Complete list of changes and bug fixes

• NEW We now have a Microsoft Defender for Endpoint connector integration.
• NEW The Asset Details pages for Container Images and Code Repositories now give you the option to view other tags and branches, and navigate between them.
• NEW The Asset Details page has a new overall design, incorporating Additional Metadata in the Overview tab.
• NEW You can now specify a custom date range on the Vulnerability Trends page, enabling you to get the exact insights that you want for the dates that you’re interested in.
• NEW The Checkmarx and Veracode connectors are now code repository and branch aware. You can optionally ingest branch names and other git metadata via custom fields, or if you’re using Checkmarx, by setting a delimiter to split the project name by. E.g. Setting the delimiter to - will result in my_application-branch_name being imported as my_application, with the branch set to branch_name.
• NEW The Checkmarx, Veracode and Rapid7 InsightVM / Nexpose connectors now ingest additional metadata.
• NEW We’ve brought Connector Activity to the project level. You can find it in the Data Ingest section.
• NEW You can now be alerted daily or weekly when connector jobs fail, or scan ingestion issues occur (including uploaded via API). Configure this via Edit Project.
• NEW Scheduling reports is more flexible: you can now schedule reports to run every x number of days, each week on a specific day, every month on the xth day of the month, or every month on the first, second, third or fourth weekday of the month (e.g. third Tuesday).
• UPDATE The Asset Management section was updated to distinctly show Container Images (“Images”) and Container Instances (“Containers”), as well as simplify the top bar.
• UPDATE Knowing where you are in the app and moving backwards should now be even easier.

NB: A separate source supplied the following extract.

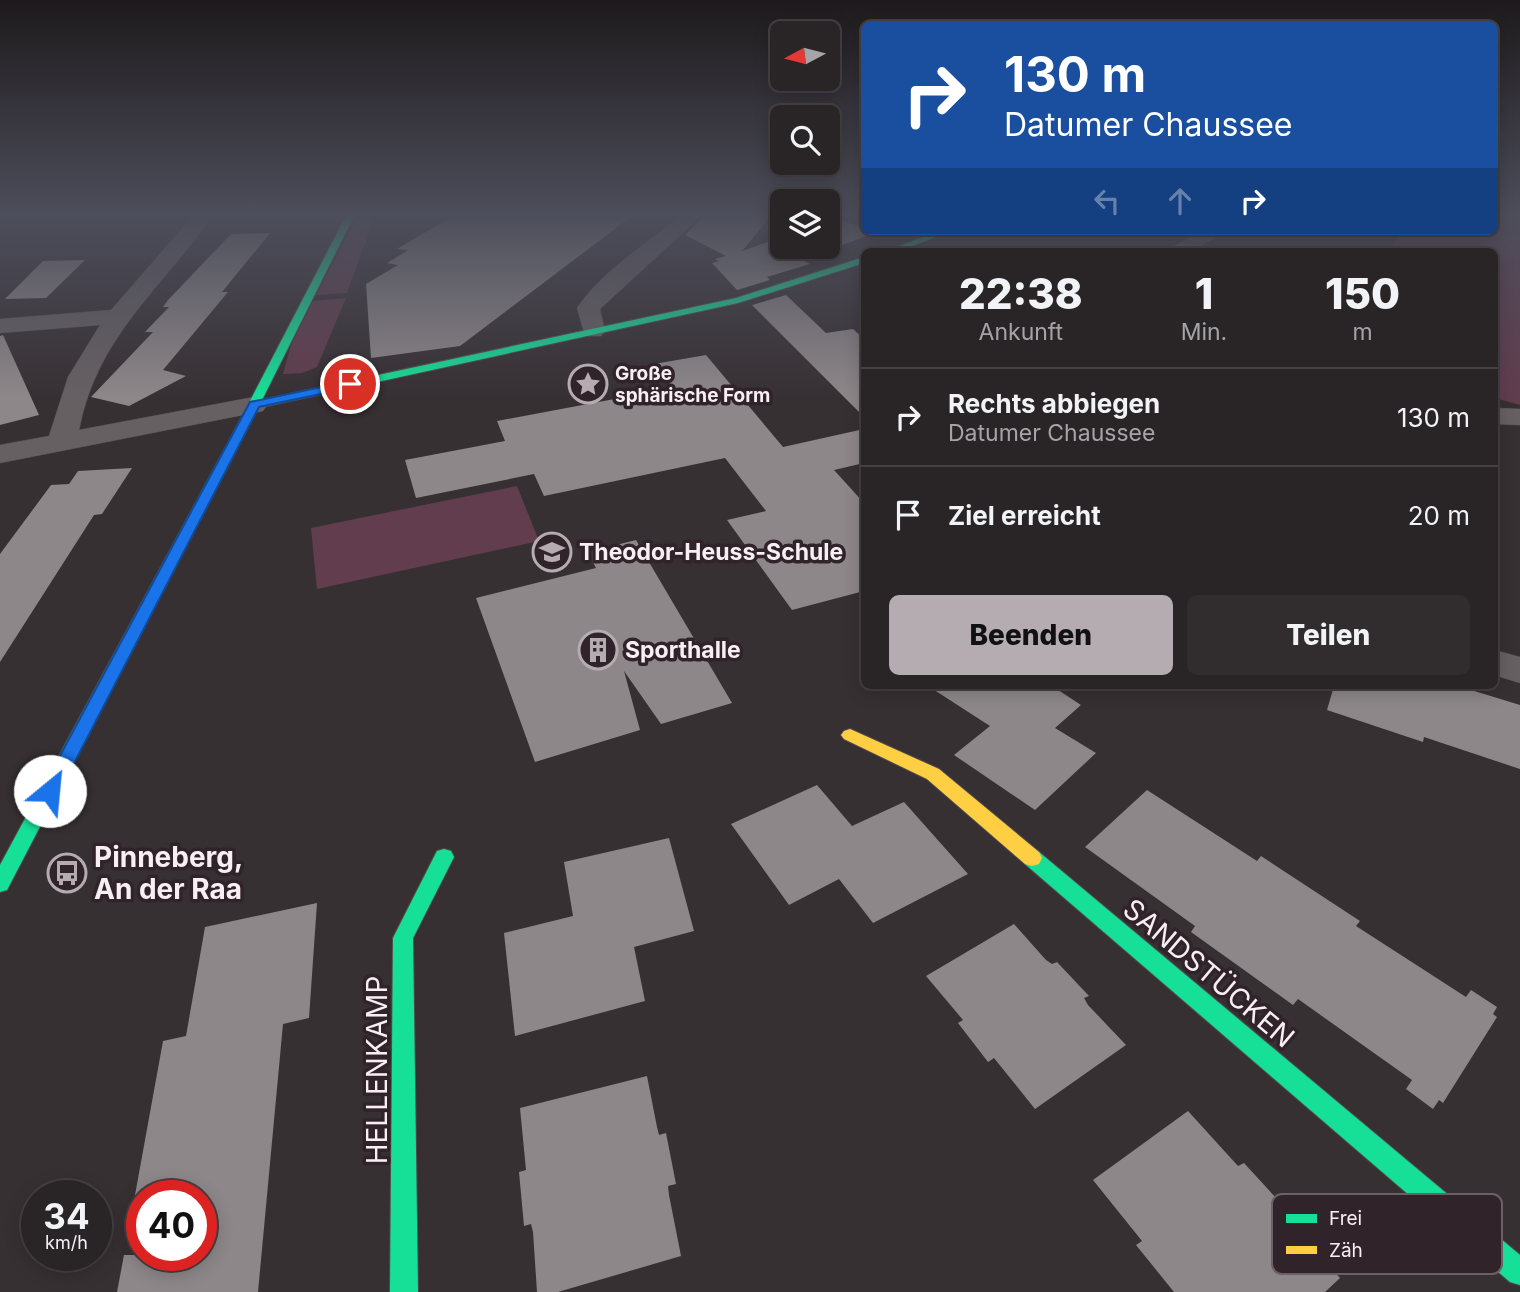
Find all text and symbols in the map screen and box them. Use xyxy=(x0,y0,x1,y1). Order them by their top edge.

We’ve relocated the breadcrumb bar, and added a handy back button so you can easily go to the previous page.
• UPDATE The Amazon EC2, Bit Discovery, Rapid7 InsightVM, Veracode, Rumble and ServiceNow connectors now give you the option to:
• Import as unique nested asset groups
• Import to existing nested asset groups (or groups that have the same name in other tools)

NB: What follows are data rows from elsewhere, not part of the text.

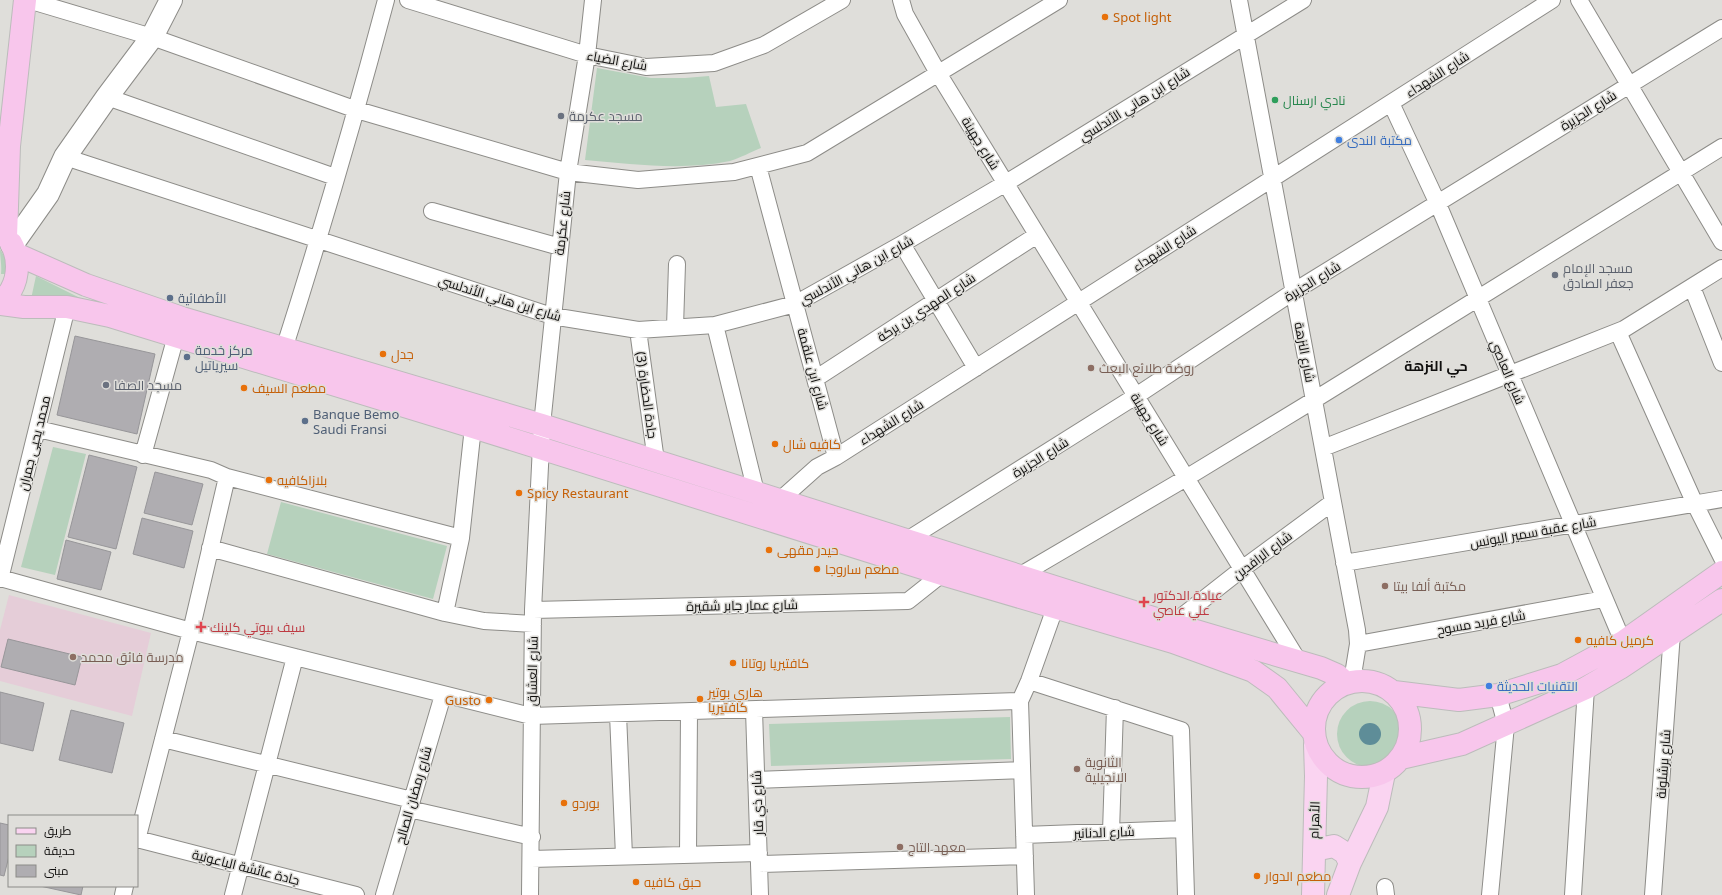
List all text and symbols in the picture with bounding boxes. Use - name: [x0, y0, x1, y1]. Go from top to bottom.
- place label: Spot light: [1113, 8, 1172, 26]
- marker: Spot light: [1100, 12, 1110, 22]
- street label: شارع الضياء: [585, 46, 649, 74]
- street label: شارع الشهداء: [1402, 47, 1472, 101]
- street label: شارع ابن هاني الأندلسي: [1075, 63, 1194, 147]
- street label: شارع الجزيرة: [1556, 86, 1620, 134]
- place label: نادي ارسنال: [1283, 91, 1346, 111]
- marker: نادي ارسنال: [1270, 95, 1280, 105]
- place label: مسجد عكرمة: [569, 107, 643, 125]
- marker: مسجد عكرمة: [556, 111, 566, 121]
- street label: شارع جهينة: [958, 113, 1004, 173]
- place label: مكتبة الندى: [1347, 131, 1412, 149]
- marker: مكتبة الندى: [1334, 135, 1344, 145]
- street label: شارع عكرمة: [550, 190, 574, 256]
- street label: شارع الشهداء: [1129, 221, 1199, 275]
- street label: شارع ابن هاني الأندلسي: [796, 231, 917, 311]
- street label: شارع الجزيرة: [1280, 257, 1344, 305]
- place label: مسجد الإمام جعفر الصادق: [1563, 259, 1634, 292]
- street label: شارع المهدي بن بركة: [873, 268, 980, 347]
- marker: مسجد الإمام جعفر الصادق: [1550, 270, 1560, 280]
- street label: شارع ابن هاني الأندلسي: [436, 271, 564, 327]
- place label: الأطفائية: [178, 289, 226, 307]
- marker: الأطفائية: [165, 293, 175, 303]
- street label: شارع النزهة: [1290, 320, 1320, 384]
- street label: شارع ابن علقمة: [793, 326, 833, 412]
- street label: شارع العاصي: [1485, 337, 1530, 408]
- place label: مركز خدمة سيرياتيل: [195, 341, 253, 374]
- place label: جدل: [391, 345, 414, 363]
- marker: جدل: [378, 349, 388, 359]
- street label: جادة الحضارة (3): [632, 350, 662, 440]
- marker: مركز خدمة سيرياتيل: [182, 352, 192, 362]
- district label: حي النزهة: [1404, 356, 1468, 378]
- place label: روضة طلائع البعث: [1099, 359, 1194, 377]
- marker: روضة طلائع البعث: [1086, 363, 1096, 373]
- place label: مسجد الصفا: [114, 376, 182, 394]
- place label: مطعم السيف: [252, 379, 326, 398]
- marker: مسجد الصفا: [101, 380, 111, 390]
- marker: مطعم السيف: [239, 383, 249, 393]
- street label: شارع جهينة: [1127, 389, 1173, 449]
- street label: محمد يحيى جمران: [13, 394, 55, 492]
- street label: شارع الشهداء: [855, 395, 927, 449]
- place label: Banque Bemo Saudi Fransi: [313, 405, 399, 438]
- marker: Banque Bemo Saudi Fransi: [300, 416, 310, 426]
- street label: شارع الجزيرة: [1008, 433, 1072, 481]
- place label: كافيه شال: [783, 435, 841, 453]
- marker: كافيه شال: [770, 439, 780, 449]
- place label: بلازاكافيه: [277, 471, 327, 489]
- marker: بلازاكافيه: [264, 475, 274, 485]
- place label: Spicy Restaurant: [527, 484, 629, 502]
- marker: Spicy Restaurant: [514, 488, 524, 498]
- street label: شارع عقبة سمير اليونس: [1468, 512, 1598, 552]
- street label: شارع الرافدين: [1228, 527, 1296, 583]
- place label: حيدر مقهى: [777, 541, 839, 559]
- marker: حيدر مقهى: [764, 545, 774, 555]
- place label: مطعم ساروجا: [825, 560, 899, 579]
- marker: مطعم ساروجا: [812, 564, 822, 574]
- place label: مكتبة ألفا بيتا: [1393, 577, 1466, 595]
- marker: مكتبة ألفا بيتا: [1380, 581, 1390, 591]
- place label: عيادة الدكتور علي عاصي: [1152, 586, 1223, 621]
- street label: شارع عمار جابر شقيرة: [686, 595, 798, 615]
- marker: عيادة الدكتور علي عاصي: [1138, 596, 1150, 608]
- street label: شارع فريد مسوح: [1435, 605, 1527, 639]
- place label: سيف بيوتي كلينك: [210, 618, 305, 638]
- marker: سيف بيوتي كلينك: [195, 621, 207, 633]
- place label: كرميل كافيه: [1586, 631, 1654, 649]
- marker: كرميل كافيه: [1573, 635, 1583, 645]
- street label: شارع العشاق: [522, 636, 542, 706]
- place label: مدرسة فائق محمد: [81, 648, 184, 666]
- marker: مدرسة فائق محمد: [68, 652, 78, 662]
- place label: كافتيريا روتانا: [741, 654, 809, 672]
- marker: كافتيريا روتانا: [728, 658, 738, 668]
- place label: التقنيات الحديثة: [1497, 677, 1578, 695]
- marker: التقنيات الحديثة: [1484, 681, 1494, 691]
- place label: هاري بوتير كافتيريا: [707, 683, 763, 716]
- place label: Gusto: [445, 691, 481, 709]
- marker: هاري بوتير كافتيريا: [695, 694, 705, 704]
- marker: Gusto: [484, 695, 494, 705]
- street label: شارع برشلونة: [1652, 729, 1674, 799]
- street label: شارع رمضان الصالح: [390, 744, 436, 846]
- place label: الثانوية الانجيلية: [1085, 753, 1127, 786]
- marker: الثانوية الانجيلية: [1072, 764, 1082, 774]
- street label: شارع ذي قار: [747, 770, 769, 837]
- place label: بوردو: [572, 794, 600, 812]
- marker: بوردو: [559, 798, 569, 808]
- street label: الأهرام: [1304, 801, 1325, 839]
- legend: [8, 815, 138, 887]
- text: طريق: [44, 822, 72, 839]
- street label: شارع الدنانير: [1072, 822, 1135, 842]
- place label: معهد التاج: [908, 838, 966, 856]
- text: حديقة: [44, 842, 75, 859]
- marker: معهد التاج: [895, 842, 905, 852]
- street label: جادة عائشة الباعونية: [190, 845, 302, 889]
- text: مبنى: [44, 862, 69, 879]
- place label: مطعم الدوار: [1264, 867, 1331, 886]
- marker: مطعم الدوار: [1252, 871, 1262, 881]
- place label: حبق كافيه: [644, 873, 701, 891]
- marker: حبق كافيه: [631, 877, 641, 887]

• Not import to asset groups at all.
• Import tags as Nucleus groups that are unique, or that auto-correlate to groups with the same name from other tools.
• UPDATE Scans was renamed to Data Ingest.
• UPDATE The Vulnerability Details Excel report now includes an Operating System column.
• UPDATE We’ve updated the Sonatype NexusIQ connector to recognize false positives, as well as to only import licenses that are marked as failed.
• UPDATE We’ve updated the Prisma Cloud connector to match container images based on repositories, rather than repository and tag.
• UPDATE We’ve updated the Qualys WAS connector to render recommended links as HTML links.
• UPDATE The user activity log now shows when a user account was disabled.
• UPDATE Nucleus is up to 2x faster on all pages.
• UPDATE We’ve updated the feedback and help links to direct you to our new support portal and help center.
• BUG FIX We’ve fixed a bug with asset processing rules not always working with slashes.
• BUG FIX We’ve fixed a bug where supported weak ciphers reported in Netsparker were not properly importing into Nucleus.
• BUG FIX We’ve fixed an issue where the API was not returning an error message when a host id was provided from a different project.